*** Block opens ***

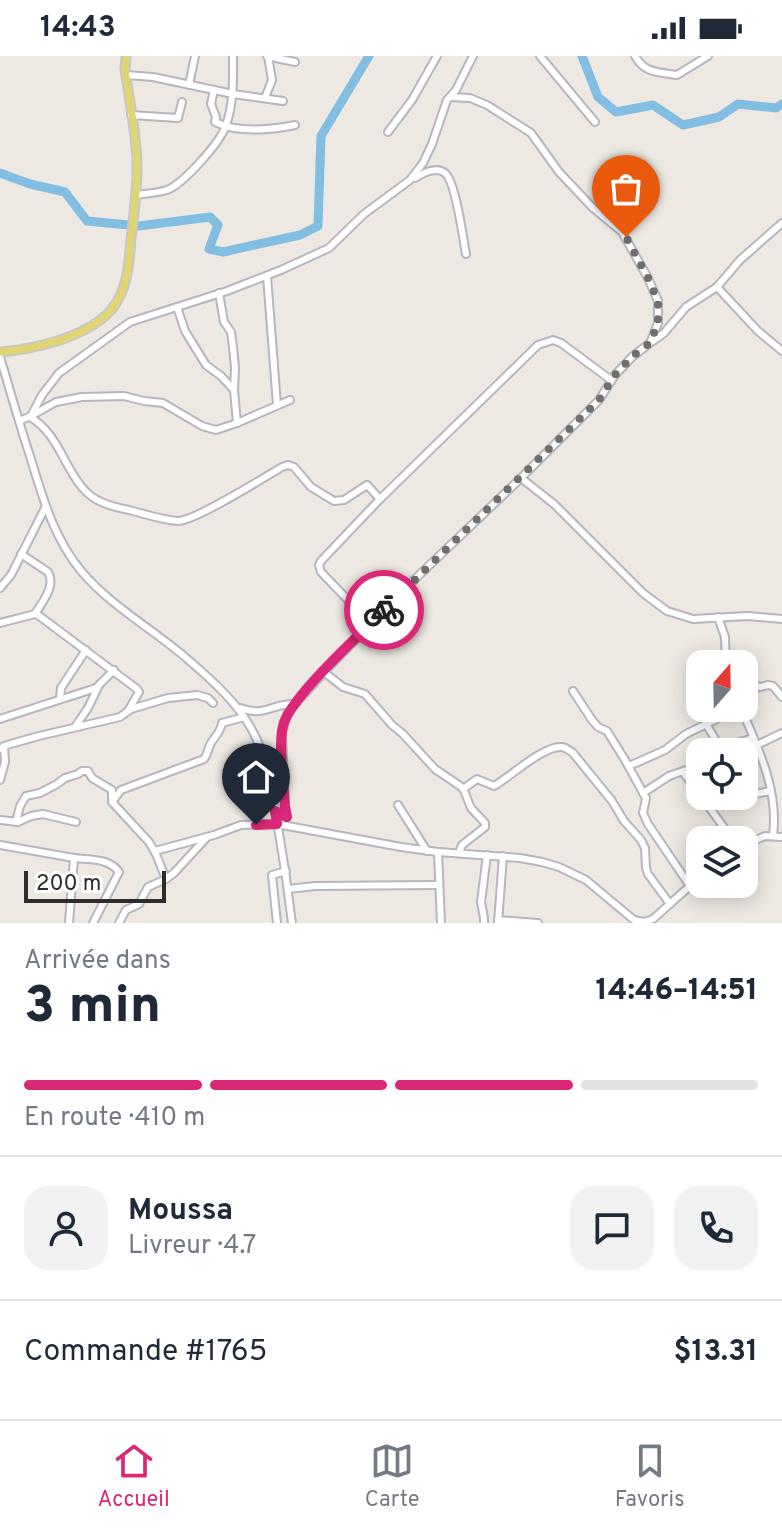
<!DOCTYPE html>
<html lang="fr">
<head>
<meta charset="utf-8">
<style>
	:root { --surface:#fff; --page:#f2f2f3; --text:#1f2937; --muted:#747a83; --line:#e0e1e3; --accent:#db2777 }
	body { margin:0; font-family:Overpass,sans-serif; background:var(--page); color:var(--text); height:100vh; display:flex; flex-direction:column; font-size:30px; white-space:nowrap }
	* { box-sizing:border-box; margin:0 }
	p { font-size:26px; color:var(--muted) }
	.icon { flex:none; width:44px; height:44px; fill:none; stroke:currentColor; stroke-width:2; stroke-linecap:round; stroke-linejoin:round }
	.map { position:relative; height:867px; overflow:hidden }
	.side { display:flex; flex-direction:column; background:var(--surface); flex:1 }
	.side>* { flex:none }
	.needle { width:52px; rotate:20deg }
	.fabs { position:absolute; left:686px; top:594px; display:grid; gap:16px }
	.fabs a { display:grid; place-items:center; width:72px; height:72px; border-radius:16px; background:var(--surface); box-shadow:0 4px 20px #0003; font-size:40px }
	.scale { position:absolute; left:24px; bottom:20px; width:142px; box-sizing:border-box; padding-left:8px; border:4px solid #2d2d2d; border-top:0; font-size:22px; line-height:28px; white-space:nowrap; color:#2d2d2d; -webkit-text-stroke:6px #fff; paint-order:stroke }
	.pin { position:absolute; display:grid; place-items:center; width:68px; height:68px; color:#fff; margin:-82px -34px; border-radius:50% 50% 50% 0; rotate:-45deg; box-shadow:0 0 8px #0007 }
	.pin .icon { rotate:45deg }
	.courier { position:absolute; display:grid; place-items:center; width:80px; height:80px; margin:-40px; border:6px solid #db2777; border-radius:50%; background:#fff; color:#222; box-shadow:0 2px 10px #0007 }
	.headline em { font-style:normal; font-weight:800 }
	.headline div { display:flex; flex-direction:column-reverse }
	.headline { display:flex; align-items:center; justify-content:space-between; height:136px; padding:0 24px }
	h1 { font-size:52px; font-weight:800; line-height:60px }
	.bar { display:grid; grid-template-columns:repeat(4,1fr); gap:12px 8px; align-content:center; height:96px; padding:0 24px }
	.bar i { height:10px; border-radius:6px; background:var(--line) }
	.bar .selected { background:var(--accent) }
	.bar p { grid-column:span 4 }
	.line { display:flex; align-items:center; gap:20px; padding:0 24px; border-top:2px solid var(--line) }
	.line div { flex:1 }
	.round { display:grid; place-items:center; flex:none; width:84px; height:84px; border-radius:24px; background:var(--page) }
	.status { display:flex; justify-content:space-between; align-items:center; height:56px; padding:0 40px; background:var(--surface); direction:ltr }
	.status svg { height:22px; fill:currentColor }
	.tabs { display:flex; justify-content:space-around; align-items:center; height:112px; border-top:2px solid var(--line); background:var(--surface); font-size:22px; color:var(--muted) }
	.tabs a { display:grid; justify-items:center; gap:4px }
	.tabs .selected { color:var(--accent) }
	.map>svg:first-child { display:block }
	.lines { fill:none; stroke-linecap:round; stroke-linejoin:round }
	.river { stroke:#82bde2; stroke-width:9 }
	.minor-casing { stroke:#b5b6bf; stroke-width:10 }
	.major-casing { stroke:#c8c8c8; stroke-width:11 }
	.minor { stroke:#fff; stroke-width:6 }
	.major { stroke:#e1d472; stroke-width:7 }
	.done { stroke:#706f6c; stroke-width:8; stroke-dasharray:0 14.4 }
	.route { stroke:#db2777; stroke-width:10 }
</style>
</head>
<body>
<div class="status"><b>14:43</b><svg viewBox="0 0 49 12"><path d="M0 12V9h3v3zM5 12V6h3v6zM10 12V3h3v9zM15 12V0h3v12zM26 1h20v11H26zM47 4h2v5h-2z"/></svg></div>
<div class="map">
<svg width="782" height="867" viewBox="0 0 782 867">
	<rect width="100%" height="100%" fill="#ede9e2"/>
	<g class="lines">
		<g class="river">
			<path d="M582,0L598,41L616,56L653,49L683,69L719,61L738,48L776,52L782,48"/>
			<path d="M0,117L30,128L65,136L87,165L139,170L210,161L218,169L209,193L223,196L300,179L318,170L321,80L369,0"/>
		</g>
		<g class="minor-casing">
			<g id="minor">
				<path d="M267,0L295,6"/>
				<path d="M540,0L595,66"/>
				<path d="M635,0C645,18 660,16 677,19L708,0"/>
				<path d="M126,19L153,21L233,38L283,45"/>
				<path d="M189,29L195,0"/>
				<path d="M214,34L211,48L216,61L215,66C237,77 271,74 295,69"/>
				<path d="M450,41L470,42L487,49L531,77L559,116L593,152L622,176L648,222L658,245V267L650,287L633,300L615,319L599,344L521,422"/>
				<path d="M265,42L272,24L268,0"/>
				<path d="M131,59L178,62L182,46"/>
				<path d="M388,76L412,44L437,0"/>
				<path d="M415,122C423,117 436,110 445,117C456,126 463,183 466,198"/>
				<path d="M135,139C146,138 157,137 167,134C183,128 221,86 226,69C234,47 233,23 233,0"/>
				<path d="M267,220L277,349"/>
				<path d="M717,231L758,275L782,295"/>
				<path d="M219,237L224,266L231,276L233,291L235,312L234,334"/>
				<path d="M177,251L185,275L206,309L221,320L234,334L237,367"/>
				<path d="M653,285L664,277L686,251L717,231L740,204L782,167"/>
				<path d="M0,301C10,334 19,367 30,400C42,440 54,483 82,516C111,550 151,572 185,601C206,619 229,639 244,661C266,692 271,729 277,765C283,799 288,833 292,867"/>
				<path d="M31,360L56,346L82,341L124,340L144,345L163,347L202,370L216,374L237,367L290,344"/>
				<path d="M30,361C57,377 62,406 81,430C93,446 110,450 129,454C145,458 162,464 178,465C195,465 265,421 282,411L288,409L294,411L311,431L334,445L344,444L367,429L380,443"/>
				<path d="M19,365L31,360L42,339L59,317L130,266L227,235L281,214L329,192L364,158L410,124L423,107L432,88L447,44L456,34L473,0"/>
				<path d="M21,498L48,516C56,530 43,545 35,558"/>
				<path d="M0,532L11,519L45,452"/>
				<path d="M718,561L725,581L726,608"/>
				<path d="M0,567L35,558L38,559L137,633L139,636L128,655"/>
				<path d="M371,568L321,516L319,509L321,505L380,443L538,289L553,284L561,287L611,324"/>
				<path d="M324,616L343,631L365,638L392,669L403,678L435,713L463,732L471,752L485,767V771L462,789L459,797"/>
				<path d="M744,626L760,631L768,629L773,630L782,641"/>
				<path d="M573,635L592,664L598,671L607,675L625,704L646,742L643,757L648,768L690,830"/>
				<path d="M60,643L61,632L86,594"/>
				<path d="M240,652C266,661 270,648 294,648"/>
				<path d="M741,652C758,692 779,734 773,780"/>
				<path d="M0,663L96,632L114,614"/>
				<path d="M706,668L723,696"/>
				<path d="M75,671L88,652L99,629"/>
				<path d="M757,689L782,677"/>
				<path d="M0,693L7,689L39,680L120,661L131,653L168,642L197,639L208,642L213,647"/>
				<path d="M720,696L740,686L753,682"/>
				<path d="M629,710L665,694L686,678L739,652"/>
				<path d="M683,716L700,739"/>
				<path d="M0,724L5,706L4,690"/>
				<path d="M463,733L477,723L494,730C510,721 544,689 562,691C567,692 569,694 573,697L612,745L624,765L641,784L645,792L646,812L648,818L670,848"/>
				<path d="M643,737L669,720L700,709"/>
				<path d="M701,740L733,784"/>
				<path d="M707,748L770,735"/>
				<path d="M398,749L427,795"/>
				<path d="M287,761L285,751L282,677L288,656L329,611L416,522L521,422L554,448L643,537L667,555L693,563L748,560L782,563"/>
				<path d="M0,764L18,766L31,760L43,758L76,766"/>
				<path d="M16,766L20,750L26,740L40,737L57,728L65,722L78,718L82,715H88L92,722L112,734V742"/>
				<path d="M0,789L74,802L69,867"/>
				<path d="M744,789L765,780L782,781"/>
				<path d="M155,795L214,779L241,769L277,768L401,791L438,796L520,802L542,806L559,811L586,824L634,864L644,866L653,863L700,821"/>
				<path d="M438,796L441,867"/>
				<path d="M74,802C91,804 109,802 119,816L93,867"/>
				<path d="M166,823L156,798L149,786L112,746L121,734L204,703C208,698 208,692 211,687C215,680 221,676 222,667L244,661"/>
				<path d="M288,833L315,830L438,829"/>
				<path d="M498,864L538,867"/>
				<path d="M119,867L126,854L139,848L148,831L166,823L174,817L207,781"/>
				<path d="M277,867L272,819L286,815"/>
				<path d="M484,867V862L481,846L487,799"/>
				<path d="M498,867L503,800"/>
			</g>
		</g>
		<g class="major-casing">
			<path id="major" d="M0,296C36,293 88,281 112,253C128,233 129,207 131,183C134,159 137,134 137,110C137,79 129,44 125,13L126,0"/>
		</g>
		<use href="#minor" class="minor"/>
		<use href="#major" class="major"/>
	</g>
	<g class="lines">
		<path class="done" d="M384,554L599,344L615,319L633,300L650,287L658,267V245L648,222L626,181"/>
		<path class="route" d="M256,769L277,768L275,755L287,761L285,751C284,730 278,689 283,670C289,642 361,578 384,554"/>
	</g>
</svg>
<div class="fabs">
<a><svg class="needle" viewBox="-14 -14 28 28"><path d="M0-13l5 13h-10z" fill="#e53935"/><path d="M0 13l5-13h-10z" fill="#747a83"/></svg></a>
<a><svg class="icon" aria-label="locate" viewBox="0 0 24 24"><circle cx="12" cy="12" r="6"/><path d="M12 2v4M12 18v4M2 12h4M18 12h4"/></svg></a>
<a><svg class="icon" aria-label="layers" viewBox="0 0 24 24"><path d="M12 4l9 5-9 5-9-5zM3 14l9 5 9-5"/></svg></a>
</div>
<div class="scale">200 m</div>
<div class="pin" style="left:626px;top:181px;background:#ea580c"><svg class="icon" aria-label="bag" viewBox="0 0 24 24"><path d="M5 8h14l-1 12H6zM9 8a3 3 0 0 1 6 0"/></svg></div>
<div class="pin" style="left:256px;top:769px;background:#1f2937"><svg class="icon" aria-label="home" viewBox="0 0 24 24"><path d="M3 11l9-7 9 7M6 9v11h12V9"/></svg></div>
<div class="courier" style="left:384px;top:554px"><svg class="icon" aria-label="bike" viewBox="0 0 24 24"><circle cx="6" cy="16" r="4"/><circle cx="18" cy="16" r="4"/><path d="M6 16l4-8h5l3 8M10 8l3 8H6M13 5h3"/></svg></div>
</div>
<section class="side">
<div class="headline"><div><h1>3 min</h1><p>Arrivée dans</p></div><em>14:46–14:51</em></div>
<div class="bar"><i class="selected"></i><i class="selected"></i><i class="selected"></i><i></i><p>En route · 410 m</p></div>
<div class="line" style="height:144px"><a class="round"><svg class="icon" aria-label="person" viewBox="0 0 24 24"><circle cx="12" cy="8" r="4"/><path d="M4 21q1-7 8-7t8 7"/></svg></a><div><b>Moussa</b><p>Livreur · 4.7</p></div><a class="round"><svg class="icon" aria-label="chat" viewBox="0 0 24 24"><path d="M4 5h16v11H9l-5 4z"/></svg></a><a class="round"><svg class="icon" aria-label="phone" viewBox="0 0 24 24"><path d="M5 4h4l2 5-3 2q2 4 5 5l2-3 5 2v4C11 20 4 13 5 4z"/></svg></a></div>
<div class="line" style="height:104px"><div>Commande #1765</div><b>$13.31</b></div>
</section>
<nav class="tabs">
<a class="selected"><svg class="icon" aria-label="home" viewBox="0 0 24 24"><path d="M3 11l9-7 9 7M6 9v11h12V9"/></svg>Accueil</a>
<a><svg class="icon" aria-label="map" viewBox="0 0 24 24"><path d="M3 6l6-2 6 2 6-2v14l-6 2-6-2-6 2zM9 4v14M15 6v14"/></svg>Carte</a>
<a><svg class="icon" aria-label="saved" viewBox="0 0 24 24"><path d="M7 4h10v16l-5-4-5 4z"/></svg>Favoris</a>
</nav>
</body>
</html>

*** Block closes ***

### WHAT IS EXPECTED
From the data above, return every line from the line that has "display:grid; place-items:center; width:68px;" up to and including the line that has "display:flex; align-items:center; gap:20px;", exactly.

### ANSWER SPACE
	.pin { position:absolute; display:grid; place-items:center; width:68px; height:68px; color:#fff; margin:-82px -34px; border-radius:50% 50% 50% 0; rotate:-45deg; box-shadow:0 0 8px #0007 }
	.pin .icon { rotate:45deg }
	.courier { position:absolute; display:grid; place-items:center; width:80px; height:80px; margin:-40px; border:6px solid #db2777; border-radius:50%; background:#fff; color:#222; box-shadow:0 2px 10px #0007 }
	.headline em { font-style:normal; font-weight:800 }
	.headline div { display:flex; flex-direction:column-reverse }
	.headline { display:flex; align-items:center; justify-content:space-between; height:136px; padding:0 24px }
	h1 { font-size:52px; font-weight:800; line-height:60px }
	.bar { display:grid; grid-template-columns:repeat(4,1fr); gap:12px 8px; align-content:center; height:96px; padding:0 24px }
	.bar i { height:10px; border-radius:6px; background:var(--line) }
	.bar .selected { background:var(--accent) }
	.bar p { grid-column:span 4 }
	.line { display:flex; align-items:center; gap:20px; padding:0 24px; border-top:2px solid var(--line) }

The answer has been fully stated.